## EXERCISE PROMPT
Look through the entries that follow and return each line that has the string "Rise".
════════════════════
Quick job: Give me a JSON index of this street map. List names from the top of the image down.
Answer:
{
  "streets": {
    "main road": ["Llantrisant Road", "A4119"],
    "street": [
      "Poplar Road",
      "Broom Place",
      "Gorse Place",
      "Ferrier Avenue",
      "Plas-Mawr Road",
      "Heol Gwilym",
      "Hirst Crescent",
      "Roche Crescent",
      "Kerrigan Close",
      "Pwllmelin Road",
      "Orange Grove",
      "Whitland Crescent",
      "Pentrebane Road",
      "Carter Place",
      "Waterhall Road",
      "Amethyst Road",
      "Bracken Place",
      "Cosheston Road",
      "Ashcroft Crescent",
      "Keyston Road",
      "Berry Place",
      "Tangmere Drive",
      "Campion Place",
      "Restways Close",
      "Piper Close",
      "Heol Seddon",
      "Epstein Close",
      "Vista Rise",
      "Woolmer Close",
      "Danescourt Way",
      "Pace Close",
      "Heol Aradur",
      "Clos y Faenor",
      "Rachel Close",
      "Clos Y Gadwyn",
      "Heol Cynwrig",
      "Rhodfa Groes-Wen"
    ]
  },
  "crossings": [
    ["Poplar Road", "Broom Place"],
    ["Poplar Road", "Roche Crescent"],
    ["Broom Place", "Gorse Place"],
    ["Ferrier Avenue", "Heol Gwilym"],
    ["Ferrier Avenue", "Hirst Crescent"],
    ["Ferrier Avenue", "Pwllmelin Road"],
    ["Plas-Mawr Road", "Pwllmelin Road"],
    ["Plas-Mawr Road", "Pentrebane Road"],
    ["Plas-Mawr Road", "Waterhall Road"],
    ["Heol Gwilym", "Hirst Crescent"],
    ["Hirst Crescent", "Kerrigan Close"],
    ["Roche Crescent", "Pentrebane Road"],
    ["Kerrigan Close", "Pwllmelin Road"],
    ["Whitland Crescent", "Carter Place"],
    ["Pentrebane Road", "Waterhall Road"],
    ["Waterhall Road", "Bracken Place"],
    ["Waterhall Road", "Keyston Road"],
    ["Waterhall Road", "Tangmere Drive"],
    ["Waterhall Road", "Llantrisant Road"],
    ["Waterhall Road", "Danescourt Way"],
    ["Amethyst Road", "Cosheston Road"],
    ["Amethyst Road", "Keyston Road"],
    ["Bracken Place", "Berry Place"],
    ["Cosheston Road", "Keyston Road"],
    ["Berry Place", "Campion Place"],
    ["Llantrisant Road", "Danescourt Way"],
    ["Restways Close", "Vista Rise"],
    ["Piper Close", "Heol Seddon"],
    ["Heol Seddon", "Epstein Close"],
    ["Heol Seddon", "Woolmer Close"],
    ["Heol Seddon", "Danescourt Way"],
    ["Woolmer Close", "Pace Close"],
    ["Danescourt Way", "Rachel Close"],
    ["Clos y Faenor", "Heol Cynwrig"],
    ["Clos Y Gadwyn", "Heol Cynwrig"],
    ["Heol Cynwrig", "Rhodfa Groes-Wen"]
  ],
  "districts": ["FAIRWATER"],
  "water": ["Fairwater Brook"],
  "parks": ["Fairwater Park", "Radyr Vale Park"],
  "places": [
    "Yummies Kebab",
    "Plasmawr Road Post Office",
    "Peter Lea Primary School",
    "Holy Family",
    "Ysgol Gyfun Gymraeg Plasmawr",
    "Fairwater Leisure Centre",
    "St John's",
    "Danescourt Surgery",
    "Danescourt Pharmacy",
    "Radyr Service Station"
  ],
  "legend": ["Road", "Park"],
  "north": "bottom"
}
════════════════════
## REPLY
      "Vista Rise",
    ["Restways Close", "Vista Rise"],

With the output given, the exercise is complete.